**Data in this exercise**
┌──

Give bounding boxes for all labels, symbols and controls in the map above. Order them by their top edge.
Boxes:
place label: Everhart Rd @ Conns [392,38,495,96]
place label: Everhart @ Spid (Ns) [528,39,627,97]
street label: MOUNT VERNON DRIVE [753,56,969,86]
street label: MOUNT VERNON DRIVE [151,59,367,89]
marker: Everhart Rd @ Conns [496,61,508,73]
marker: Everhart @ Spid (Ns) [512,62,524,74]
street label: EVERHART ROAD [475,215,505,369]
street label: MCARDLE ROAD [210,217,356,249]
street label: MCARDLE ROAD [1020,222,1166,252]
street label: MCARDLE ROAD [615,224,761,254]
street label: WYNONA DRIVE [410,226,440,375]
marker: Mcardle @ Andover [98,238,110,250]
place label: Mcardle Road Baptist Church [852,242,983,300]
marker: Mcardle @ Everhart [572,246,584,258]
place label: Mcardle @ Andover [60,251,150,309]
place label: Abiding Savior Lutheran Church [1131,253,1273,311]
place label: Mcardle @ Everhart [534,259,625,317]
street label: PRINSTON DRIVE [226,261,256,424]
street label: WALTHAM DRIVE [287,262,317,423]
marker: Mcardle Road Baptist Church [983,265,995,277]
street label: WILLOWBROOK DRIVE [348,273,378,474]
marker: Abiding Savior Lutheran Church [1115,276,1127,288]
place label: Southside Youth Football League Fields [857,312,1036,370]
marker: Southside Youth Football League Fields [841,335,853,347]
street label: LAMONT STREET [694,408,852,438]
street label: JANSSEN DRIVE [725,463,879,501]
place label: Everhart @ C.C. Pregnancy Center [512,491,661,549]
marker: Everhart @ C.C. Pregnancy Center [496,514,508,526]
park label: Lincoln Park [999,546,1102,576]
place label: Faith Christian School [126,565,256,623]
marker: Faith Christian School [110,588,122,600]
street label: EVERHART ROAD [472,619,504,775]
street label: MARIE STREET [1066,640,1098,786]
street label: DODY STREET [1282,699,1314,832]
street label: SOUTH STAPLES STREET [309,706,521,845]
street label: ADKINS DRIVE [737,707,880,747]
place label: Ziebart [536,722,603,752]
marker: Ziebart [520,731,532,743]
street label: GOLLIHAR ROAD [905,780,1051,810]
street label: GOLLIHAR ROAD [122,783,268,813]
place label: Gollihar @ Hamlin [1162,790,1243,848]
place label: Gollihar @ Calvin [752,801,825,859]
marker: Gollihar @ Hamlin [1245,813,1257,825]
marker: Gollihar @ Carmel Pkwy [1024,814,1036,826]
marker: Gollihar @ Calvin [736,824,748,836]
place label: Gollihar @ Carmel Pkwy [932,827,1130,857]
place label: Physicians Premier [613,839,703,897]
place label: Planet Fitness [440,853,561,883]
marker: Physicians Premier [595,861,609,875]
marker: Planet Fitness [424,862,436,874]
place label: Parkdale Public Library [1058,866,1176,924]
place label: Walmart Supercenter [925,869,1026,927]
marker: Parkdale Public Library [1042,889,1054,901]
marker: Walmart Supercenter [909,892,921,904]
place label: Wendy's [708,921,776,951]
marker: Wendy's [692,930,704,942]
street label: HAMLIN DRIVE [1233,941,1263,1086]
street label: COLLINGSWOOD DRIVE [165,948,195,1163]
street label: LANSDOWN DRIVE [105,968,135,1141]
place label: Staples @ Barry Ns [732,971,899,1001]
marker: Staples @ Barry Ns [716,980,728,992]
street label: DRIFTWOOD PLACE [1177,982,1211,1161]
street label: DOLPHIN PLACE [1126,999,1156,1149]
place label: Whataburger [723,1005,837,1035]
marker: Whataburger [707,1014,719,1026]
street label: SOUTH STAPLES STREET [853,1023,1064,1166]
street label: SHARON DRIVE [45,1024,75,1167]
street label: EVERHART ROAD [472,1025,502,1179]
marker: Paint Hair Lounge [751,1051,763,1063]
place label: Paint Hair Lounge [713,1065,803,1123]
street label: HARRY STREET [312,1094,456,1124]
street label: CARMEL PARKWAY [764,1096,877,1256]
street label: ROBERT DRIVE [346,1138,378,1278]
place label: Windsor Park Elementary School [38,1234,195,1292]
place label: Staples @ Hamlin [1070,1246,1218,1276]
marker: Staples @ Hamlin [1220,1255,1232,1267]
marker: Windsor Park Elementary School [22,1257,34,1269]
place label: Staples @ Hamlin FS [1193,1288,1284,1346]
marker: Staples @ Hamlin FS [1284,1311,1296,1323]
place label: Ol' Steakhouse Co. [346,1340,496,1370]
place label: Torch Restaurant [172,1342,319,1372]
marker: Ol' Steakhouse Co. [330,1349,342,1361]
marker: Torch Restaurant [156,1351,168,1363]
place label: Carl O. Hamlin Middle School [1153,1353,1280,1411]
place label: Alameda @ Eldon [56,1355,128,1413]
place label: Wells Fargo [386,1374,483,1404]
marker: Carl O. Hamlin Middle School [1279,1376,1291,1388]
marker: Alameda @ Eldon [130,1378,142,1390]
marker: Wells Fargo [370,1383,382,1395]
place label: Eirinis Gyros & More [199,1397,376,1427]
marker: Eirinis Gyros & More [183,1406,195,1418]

└──

Show, from the records above, every line that includes "Paint".

**Reply to the task**
marker: Paint Hair Lounge [751,1051,763,1063]
place label: Paint Hair Lounge [713,1065,803,1123]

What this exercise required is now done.